-- Opening Marker --

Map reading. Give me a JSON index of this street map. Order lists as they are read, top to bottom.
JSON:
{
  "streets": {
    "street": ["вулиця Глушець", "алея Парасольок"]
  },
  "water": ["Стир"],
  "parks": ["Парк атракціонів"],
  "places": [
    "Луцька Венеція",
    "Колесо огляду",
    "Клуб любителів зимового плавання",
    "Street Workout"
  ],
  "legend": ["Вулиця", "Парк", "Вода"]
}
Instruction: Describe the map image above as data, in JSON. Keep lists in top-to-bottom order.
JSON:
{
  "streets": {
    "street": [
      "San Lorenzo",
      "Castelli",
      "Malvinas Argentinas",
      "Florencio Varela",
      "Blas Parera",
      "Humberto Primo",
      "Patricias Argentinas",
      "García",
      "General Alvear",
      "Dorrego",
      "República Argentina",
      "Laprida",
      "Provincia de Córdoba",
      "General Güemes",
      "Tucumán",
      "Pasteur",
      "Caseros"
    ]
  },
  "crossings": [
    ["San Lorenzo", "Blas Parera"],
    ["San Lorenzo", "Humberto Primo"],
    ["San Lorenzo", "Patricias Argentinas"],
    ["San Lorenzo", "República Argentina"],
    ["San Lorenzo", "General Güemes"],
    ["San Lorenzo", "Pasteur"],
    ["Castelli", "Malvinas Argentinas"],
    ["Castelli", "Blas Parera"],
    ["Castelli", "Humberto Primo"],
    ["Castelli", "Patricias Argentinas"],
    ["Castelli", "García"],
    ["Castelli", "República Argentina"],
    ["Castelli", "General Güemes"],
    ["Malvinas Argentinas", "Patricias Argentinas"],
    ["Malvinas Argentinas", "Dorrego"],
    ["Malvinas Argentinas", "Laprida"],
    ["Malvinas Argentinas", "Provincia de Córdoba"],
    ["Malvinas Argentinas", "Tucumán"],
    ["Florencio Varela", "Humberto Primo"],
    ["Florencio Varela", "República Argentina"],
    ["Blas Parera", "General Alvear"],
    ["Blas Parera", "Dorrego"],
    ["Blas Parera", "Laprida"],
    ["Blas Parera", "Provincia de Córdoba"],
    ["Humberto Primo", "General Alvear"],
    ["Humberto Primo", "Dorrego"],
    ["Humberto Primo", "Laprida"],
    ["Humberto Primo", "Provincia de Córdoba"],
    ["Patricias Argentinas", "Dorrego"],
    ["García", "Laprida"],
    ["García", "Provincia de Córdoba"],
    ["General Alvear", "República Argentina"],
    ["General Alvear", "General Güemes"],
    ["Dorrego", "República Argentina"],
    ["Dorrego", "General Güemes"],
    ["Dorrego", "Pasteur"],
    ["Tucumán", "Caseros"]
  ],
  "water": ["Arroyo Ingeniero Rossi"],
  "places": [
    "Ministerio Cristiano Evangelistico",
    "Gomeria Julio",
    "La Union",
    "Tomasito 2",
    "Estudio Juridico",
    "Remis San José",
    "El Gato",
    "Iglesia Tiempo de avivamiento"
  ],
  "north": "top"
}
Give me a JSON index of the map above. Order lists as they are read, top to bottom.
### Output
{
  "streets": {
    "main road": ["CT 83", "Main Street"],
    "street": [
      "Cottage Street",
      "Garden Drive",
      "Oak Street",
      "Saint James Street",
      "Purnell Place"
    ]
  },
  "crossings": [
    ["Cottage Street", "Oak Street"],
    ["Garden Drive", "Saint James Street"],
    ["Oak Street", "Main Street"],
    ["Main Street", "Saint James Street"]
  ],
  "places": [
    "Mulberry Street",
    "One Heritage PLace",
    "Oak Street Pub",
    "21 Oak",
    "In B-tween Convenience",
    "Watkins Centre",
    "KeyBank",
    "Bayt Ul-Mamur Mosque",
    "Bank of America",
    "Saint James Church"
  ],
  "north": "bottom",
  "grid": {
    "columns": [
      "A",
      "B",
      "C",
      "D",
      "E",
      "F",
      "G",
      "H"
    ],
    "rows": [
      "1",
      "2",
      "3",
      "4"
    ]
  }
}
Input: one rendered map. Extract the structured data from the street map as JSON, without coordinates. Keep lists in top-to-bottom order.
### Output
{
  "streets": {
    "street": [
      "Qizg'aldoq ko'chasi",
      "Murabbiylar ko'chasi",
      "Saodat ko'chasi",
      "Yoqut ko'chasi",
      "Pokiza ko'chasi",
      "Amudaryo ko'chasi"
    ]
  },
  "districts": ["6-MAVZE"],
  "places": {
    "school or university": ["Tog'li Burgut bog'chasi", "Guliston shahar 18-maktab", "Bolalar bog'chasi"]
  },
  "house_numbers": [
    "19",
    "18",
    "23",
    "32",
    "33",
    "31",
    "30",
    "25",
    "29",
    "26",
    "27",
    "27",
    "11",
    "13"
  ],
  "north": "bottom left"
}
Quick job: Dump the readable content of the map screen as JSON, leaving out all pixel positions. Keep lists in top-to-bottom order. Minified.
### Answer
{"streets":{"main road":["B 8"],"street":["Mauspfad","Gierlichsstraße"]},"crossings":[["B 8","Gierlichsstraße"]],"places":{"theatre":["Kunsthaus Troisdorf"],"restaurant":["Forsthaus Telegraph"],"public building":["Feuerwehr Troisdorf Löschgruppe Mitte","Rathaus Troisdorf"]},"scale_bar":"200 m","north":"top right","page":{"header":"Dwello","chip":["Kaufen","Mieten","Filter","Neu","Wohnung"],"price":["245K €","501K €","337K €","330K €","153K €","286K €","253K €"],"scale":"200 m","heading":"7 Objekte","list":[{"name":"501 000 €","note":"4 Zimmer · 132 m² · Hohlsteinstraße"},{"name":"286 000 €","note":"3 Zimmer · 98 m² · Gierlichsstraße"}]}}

-- Closing Marker --

Copy the entire listing, keeping each line exactly as it is.

• Output for this exercise:
Map reading. Give me a JSON index of this street map. Order lists as they are read, top to bottom.
JSON:
{
  "streets": {
    "street": ["вулиця Глушець", "алея Парасольок"]
  },
  "water": ["Стир"],
  "parks": ["Парк атракціонів"],
  "places": [
    "Луцька Венеція",
    "Колесо огляду",
    "Клуб любителів зимового плавання",
    "Street Workout"
  ],
  "legend": ["Вулиця", "Парк", "Вода"]
}
Instruction: Describe the map image above as data, in JSON. Keep lists in top-to-bottom order.
JSON:
{
  "streets": {
    "street": [
      "San Lorenzo",
      "Castelli",
      "Malvinas Argentinas",
      "Florencio Varela",
      "Blas Parera",
      "Humberto Primo",
      "Patricias Argentinas",
      "García",
      "General Alvear",
      "Dorrego",
      "República Argentina",
      "Laprida",
      "Provincia de Córdoba",
      "General Güemes",
      "Tucumán",
      "Pasteur",
      "Caseros"
    ]
  },
  "crossings": [
    ["San Lorenzo", "Blas Parera"],
    ["San Lorenzo", "Humberto Primo"],
    ["San Lorenzo", "Patricias Argentinas"],
    ["San Lorenzo", "República Argentina"],
    ["San Lorenzo", "General Güemes"],
    ["San Lorenzo", "Pasteur"],
    ["Castelli", "Malvinas Argentinas"],
    ["Castelli", "Blas Parera"],
    ["Castelli", "Humberto Primo"],
    ["Castelli", "Patricias Argentinas"],
    ["Castelli", "García"],
    ["Castelli", "República Argentina"],
    ["Castelli", "General Güemes"],
    ["Malvinas Argentinas", "Patricias Argentinas"],
    ["Malvinas Argentinas", "Dorrego"],
    ["Malvinas Argentinas", "Laprida"],
    ["Malvinas Argentinas", "Provincia de Córdoba"],
    ["Malvinas Argentinas", "Tucumán"],
    ["Florencio Varela", "Humberto Primo"],
    ["Florencio Varela", "República Argentina"],
    ["Blas Parera", "General Alvear"],
    ["Blas Parera", "Dorrego"],
    ["Blas Parera", "Laprida"],
    ["Blas Parera", "Provincia de Córdoba"],
    ["Humberto Primo", "General Alvear"],
    ["Humberto Primo", "Dorrego"],
    ["Humberto Primo", "Laprida"],
    ["Humberto Primo", "Provincia de Córdoba"],
    ["Patricias Argentinas", "Dorrego"],
    ["García", "Laprida"],
    ["García", "Provincia de Córdoba"],
    ["General Alvear", "República Argentina"],
    ["General Alvear", "General Güemes"],
    ["Dorrego", "República Argentina"],
    ["Dorrego", "General Güemes"],
    ["Dorrego", "Pasteur"],
    ["Tucumán", "Caseros"]
  ],
  "water": ["Arroyo Ingeniero Rossi"],
  "places": [
    "Ministerio Cristiano Evangelistico",
    "Gomeria Julio",
    "La Union",
    "Tomasito 2",
    "Estudio Juridico",
    "Remis San José",
    "El Gato",
    "Iglesia Tiempo de avivamiento"
  ],
  "north": "top"
}
Give me a JSON index of the map above. Order lists as they are read, top to bottom.
### Output
{
  "streets": {
    "main road": ["CT 83", "Main Street"],
    "street": [
      "Cottage Street",
      "Garden Drive",
      "Oak Street",
      "Saint James Street",
      "Purnell Place"
    ]
  },
  "crossings": [
    ["Cottage Street", "Oak Street"],
    ["Garden Drive", "Saint James Street"],
    ["Oak Street", "Main Street"],
    ["Main Street", "Saint James Street"]
  ],
  "places": [
    "Mulberry Street",
    "One Heritage PLace",
    "Oak Street Pub",
    "21 Oak",
    "In B-tween Convenience",
    "Watkins Centre",
    "KeyBank",
    "Bayt Ul-Mamur Mosque",
    "Bank of America",
    "Saint James Church"
  ],
  "north": "bottom",
  "grid": {
    "columns": [
      "A",
      "B",
      "C",
      "D",
      "E",
      "F",
      "G",
      "H"
    ],
    "rows": [
      "1",
      "2",
      "3",
      "4"
    ]
  }
}
Input: one rendered map. Extract the structured data from the street map as JSON, without coordinates. Keep lists in top-to-bottom order.
### Output
{
  "streets": {
    "street": [
      "Qizg'aldoq ko'chasi",
      "Murabbiylar ko'chasi",
      "Saodat ko'chasi",
      "Yoqut ko'chasi",
      "Pokiza ko'chasi",
      "Amudaryo ko'chasi"
    ]
  },
  "districts": ["6-MAVZE"],
  "places": {
    "school or university": ["Tog'li Burgut bog'chasi", "Guliston shahar 18-maktab", "Bolalar bog'chasi"]
  },
  "house_numbers": [
    "19",
    "18",
    "23",
    "32",
    "33",
    "31",
    "30",
    "25",
    "29",
    "26",
    "27",
    "27",
    "11",
    "13"
  ],
  "north": "bottom left"
}
Quick job: Dump the readable content of the map screen as JSON, leaving out all pixel positions. Keep lists in top-to-bottom order. Minified.
### Answer
{"streets":{"main road":["B 8"],"street":["Mauspfad","Gierlichsstraße"]},"crossings":[["B 8","Gierlichsstraße"]],"places":{"theatre":["Kunsthaus Troisdorf"],"restaurant":["Forsthaus Telegraph"],"public building":["Feuerwehr Troisdorf Löschgruppe Mitte","Rathaus Troisdorf"]},"scale_bar":"200 m","north":"top right","page":{"header":"Dwello","chip":["Kaufen","Mieten","Filter","Neu","Wohnung"],"price":["245K €","501K €","337K €","330K €","153K €","286K €","253K €"],"scale":"200 m","heading":"7 Objekte","list":[{"name":"501 000 €","note":"4 Zimmer · 132 m² · Hohlsteinstraße"},{"name":"286 000 €","note":"3 Zimmer · 98 m² · Gierlichsstraße"}]}}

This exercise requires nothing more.